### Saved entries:
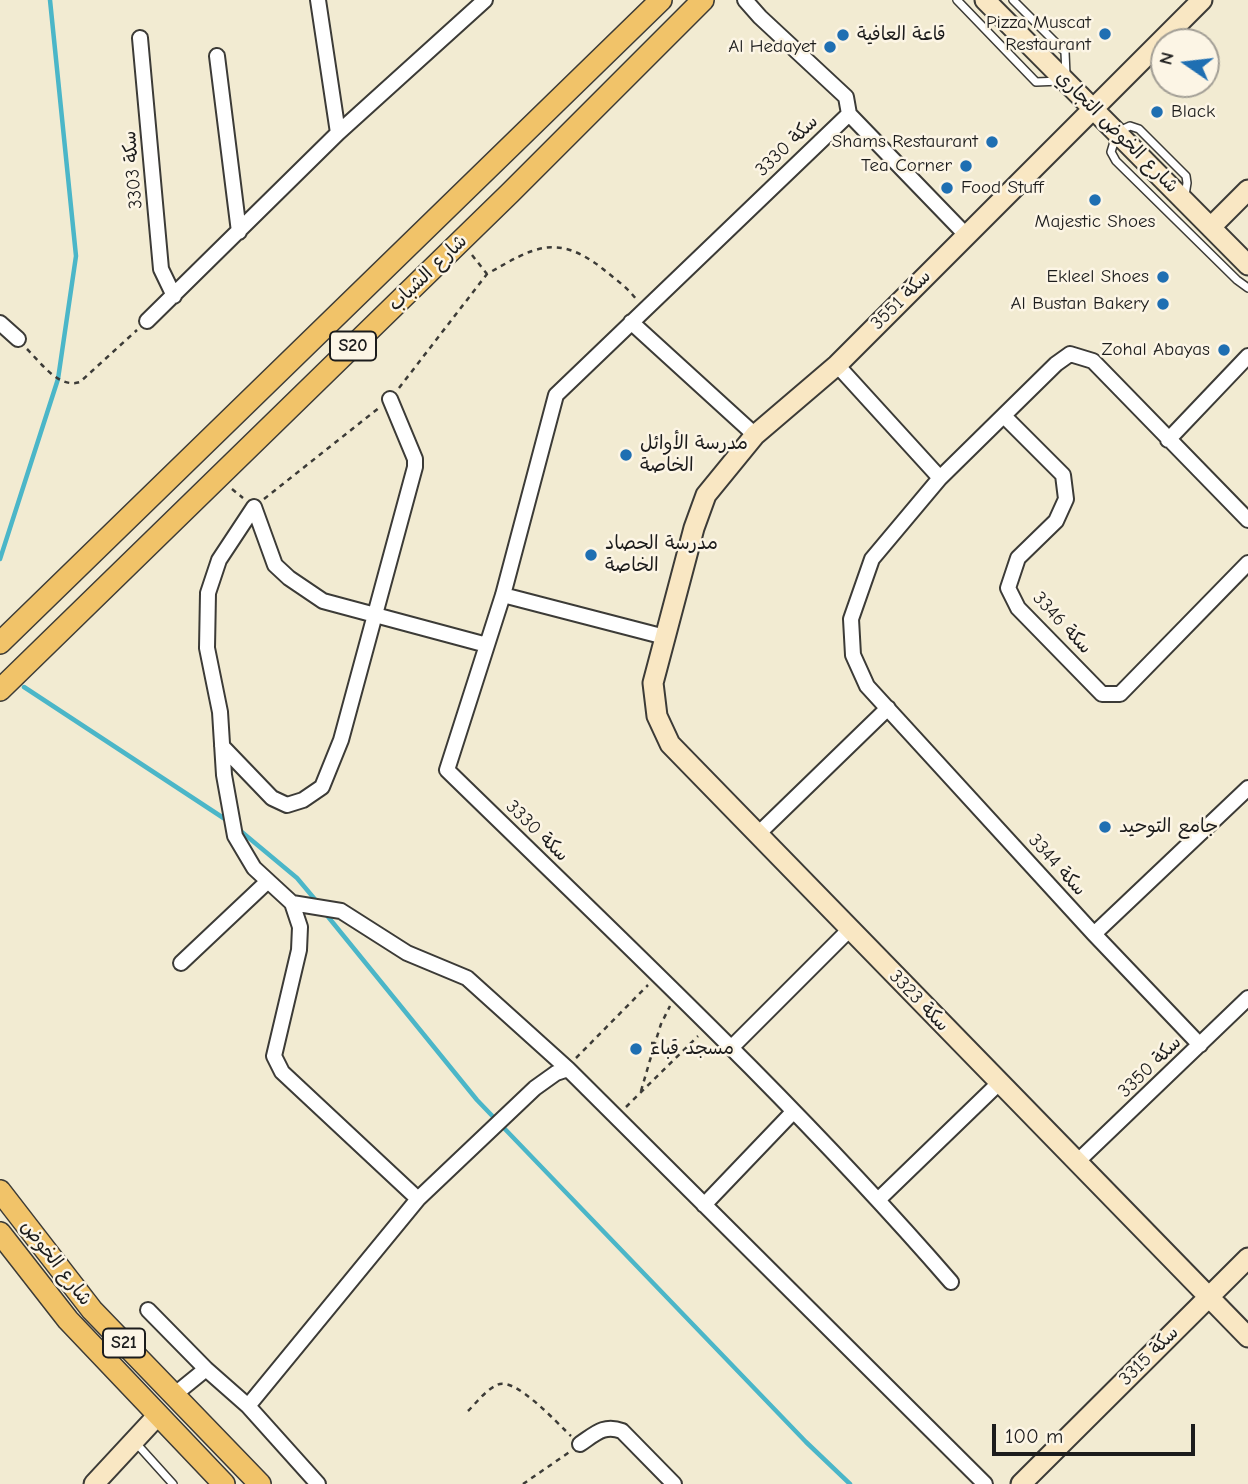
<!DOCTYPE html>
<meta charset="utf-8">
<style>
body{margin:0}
#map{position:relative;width:1248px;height:1484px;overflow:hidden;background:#f2ebd2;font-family:"Comic Neue",sans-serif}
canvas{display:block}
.north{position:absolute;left:1150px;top:28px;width:70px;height:70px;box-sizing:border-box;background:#fcf5e5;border:2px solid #a29e95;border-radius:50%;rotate:284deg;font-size:19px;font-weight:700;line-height:28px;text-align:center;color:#1c1c1c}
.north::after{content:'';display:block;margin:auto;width:24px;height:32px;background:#1f6fb2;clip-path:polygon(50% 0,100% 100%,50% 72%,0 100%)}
.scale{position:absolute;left:992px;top:1424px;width:203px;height:32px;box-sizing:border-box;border:4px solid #1c1c1c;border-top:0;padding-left:9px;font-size:21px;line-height:24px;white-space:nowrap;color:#1c1c1c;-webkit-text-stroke:5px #fcf5e5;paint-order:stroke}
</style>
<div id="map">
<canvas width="1248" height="1484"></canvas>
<div class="north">N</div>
<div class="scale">100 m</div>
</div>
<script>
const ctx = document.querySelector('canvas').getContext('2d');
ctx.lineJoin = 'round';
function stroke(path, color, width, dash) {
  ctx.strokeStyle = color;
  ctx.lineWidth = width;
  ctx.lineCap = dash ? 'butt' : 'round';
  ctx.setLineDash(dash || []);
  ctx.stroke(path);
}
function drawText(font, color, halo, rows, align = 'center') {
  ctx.font = font + ' "Comic Neue","Playpen Sans Arabic",sans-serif';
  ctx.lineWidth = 5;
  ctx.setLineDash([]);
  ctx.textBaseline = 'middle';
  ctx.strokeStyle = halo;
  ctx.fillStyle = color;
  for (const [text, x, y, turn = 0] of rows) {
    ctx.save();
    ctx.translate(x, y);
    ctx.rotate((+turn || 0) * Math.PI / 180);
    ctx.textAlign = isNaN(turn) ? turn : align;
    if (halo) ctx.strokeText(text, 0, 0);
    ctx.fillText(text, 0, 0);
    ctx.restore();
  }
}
stroke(new Path2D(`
 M0 559 58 379 76 256 50 0
 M24 687 228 821
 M237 828 297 878 318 903
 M325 913 477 1100 806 1442 850 1484`), '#4bb6c8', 4.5);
const lane = new Path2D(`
 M957 0 1036 82 1061 81
 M1013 0 1065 52 1066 75
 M1185 195 1187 183 1186 176 1139 129 1130 126 1117 132 1111 152 1116 161 1237 280 1248 288
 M136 1443 173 1484`);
const street = new Path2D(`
 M318 0 338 133
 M745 0 760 17 846 97 849 114
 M140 38 161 269 174 296
 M217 56 239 232
 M849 114 556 395 503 595 447 770C618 937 794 1101 951 1282
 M849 114 966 235
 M147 321 338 133 485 0
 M631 322 755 435
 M0 323 18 339
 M837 365 940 478
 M1004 416 1063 475 1066 499 1056 521 1018 558 1008 588 1018 608 1102 694H1120L1248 563
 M1168 440 1248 356
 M503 595 665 637
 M222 746 272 798 287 805 303 800 322 787 341 740 415 467V459L390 399
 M757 835 888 708
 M292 903 341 911 407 953 467 978 568 1069 985 1484
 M1094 934 1248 788
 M181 963 268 881
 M1200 1045 1094 934 867 686 853 655 851 619 872 559 940 478 1056 364 1070 354 1093 361 1248 520
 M732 1047 849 930
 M1077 1162 1248 998
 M418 1199 282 1072 274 1056 299 950 300 927 292 903 254 868 235 836 224 775 220 712 207 648 208 593 219 560 254 507 275 565 289 578 323 601 487 645
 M879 1199 999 1083
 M704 1205 793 1112
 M148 1310 206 1369 248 1406 318 1484
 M174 1395 206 1369
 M248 1406 418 1199 535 1088 556 1073 568 1069
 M580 1444C595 1434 604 1424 622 1431L674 1484`);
const secondary = new Path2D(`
 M985 0 1248 265
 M1202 0 837 365 755 435 706 495 694 528 653 683 657 716 670 744 1248 1337
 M1211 227 1248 190
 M94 1484 158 1415
 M1021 1484 1248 1258`);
const primary = new Path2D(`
 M0 643 661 0
 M0 690 510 193 703 0
 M0 1191 92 1310 260 1484
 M0 1233 68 1320 224 1484`);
stroke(lane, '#3c3b37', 10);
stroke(street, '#3c3b37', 18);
stroke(secondary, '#3c3b37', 23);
stroke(primary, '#3c3b37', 24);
stroke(new Path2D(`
 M472 255 487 274C533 248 556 232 603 269 614 278 627 287 636 299
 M27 349C41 363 59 389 80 382L137 330
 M399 388 487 274
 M232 489 243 498
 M264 499 380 407
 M651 1043H655L661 1024 670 1006
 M576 1058 648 985
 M641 1091 655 1043
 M626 1107 698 1036
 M468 1411C476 1403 486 1390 497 1385 514 1375 558 1424 571 1436
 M523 1484 571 1451`), '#3c3b37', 2.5, [5, 5]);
stroke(lane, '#fff', 7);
stroke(street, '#fff', 14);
stroke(secondary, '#f9e7c3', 19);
stroke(primary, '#f1c369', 21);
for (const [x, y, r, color] of [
 [1105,34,7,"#1f6fb2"],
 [843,35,7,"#1f6fb2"],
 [830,47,7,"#1f6fb2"],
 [1157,112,7,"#1f6fb2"],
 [992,142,7,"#1f6fb2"],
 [966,166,7,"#1f6fb2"],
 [947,188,7,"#1f6fb2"],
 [1095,200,7,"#1f6fb2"],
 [1163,277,7,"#1f6fb2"],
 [1163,304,7,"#1f6fb2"],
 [1224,350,7,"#1f6fb2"],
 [626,455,7,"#1f6fb2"],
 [591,555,7,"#1f6fb2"],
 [1105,827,7,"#1f6fb2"],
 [636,1049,7,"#1f6fb2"]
]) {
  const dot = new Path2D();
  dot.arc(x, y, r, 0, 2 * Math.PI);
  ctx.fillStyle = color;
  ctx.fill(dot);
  stroke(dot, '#fcf5e5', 2.5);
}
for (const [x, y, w] of [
 [353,346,46],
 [124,1343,42]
]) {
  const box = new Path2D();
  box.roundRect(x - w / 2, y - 14.5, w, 29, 5);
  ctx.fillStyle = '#fcf5e5';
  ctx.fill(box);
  stroke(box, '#1c1c1c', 2);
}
drawText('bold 18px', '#1c1c1c', null, [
 ["S20",353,346],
 ["S21",124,1343]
]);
drawText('19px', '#1c1c1c', '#fcf5e5', [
 ["Pizza Muscat",1091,23],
 ["Restaurant",1091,45],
 ["قاعة العافية",857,35,"left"],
 ["Al Hedayet",816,47],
 ["Black",1171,112,"left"],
 ["Shams Restaurant",978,142],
 ["Tea Corner",952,166],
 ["Food Stuff",961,188,"left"],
 ["Majestic Shoes",1095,222,"center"],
 ["Ekleel Shoes",1149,277],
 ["Al Bustan Bakery",1149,304],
 ["Zohal Abayas",1210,350],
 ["مدرسة الأوائل",640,444,"left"],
 ["الخاصة",640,466,"left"],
 ["مدرسة الحصاد",605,544,"left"],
 ["الخاصة",605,566,"left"],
 ["جامع التوحيد",1119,827,"left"],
 ["مسجد قباء",650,1049,"left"]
], 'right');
drawText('19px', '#1c1c1c', '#fcf5e5', [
 ["شارع الخوض التجاري",1117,132,45],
 ["سكة 3330",787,146,-44],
 ["سكة 3303",133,170,-95],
 ["شارع الشباب",428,273,-44],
 ["سكة 3551",901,300,-45],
 ["سكة 3346",1062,623,47],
 ["سكة 3330",537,831,44],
 ["سكة 3344",1057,865,48],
 ["سكة 3323",919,1001,46],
 ["سكة 3350",1150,1067,-44],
 ["شارع الخوض",56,1263,52],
 ["سكة 3315",1149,1356,-45]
]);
</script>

### The problem:
Which lines above run from the one containing "if (halo) ctx.strokeText(text, 0, 0);" to the one containing "M503 595 665 637"? Give them again exactly, both ends included.

### Exercise response:
    if (halo) ctx.strokeText(text, 0, 0);
    ctx.fillText(text, 0, 0);
    ctx.restore();
  }
}
stroke(new Path2D(`
 M0 559 58 379 76 256 50 0
 M24 687 228 821
 M237 828 297 878 318 903
 M325 913 477 1100 806 1442 850 1484`), '#4bb6c8', 4.5);
const lane = new Path2D(`
 M957 0 1036 82 1061 81
 M1013 0 1065 52 1066 75
 M1185 195 1187 183 1186 176 1139 129 1130 126 1117 132 1111 152 1116 161 1237 280 1248 288
 M136 1443 173 1484`);
const street = new Path2D(`
 M318 0 338 133
 M745 0 760 17 846 97 849 114
 M140 38 161 269 174 296
 M217 56 239 232
 M849 114 556 395 503 595 447 770C618 937 794 1101 951 1282
 M849 114 966 235
 M147 321 338 133 485 0
 M631 322 755 435
 M0 323 18 339
 M837 365 940 478
 M1004 416 1063 475 1066 499 1056 521 1018 558 1008 588 1018 608 1102 694H1120L1248 563
 M1168 440 1248 356
 M503 595 665 637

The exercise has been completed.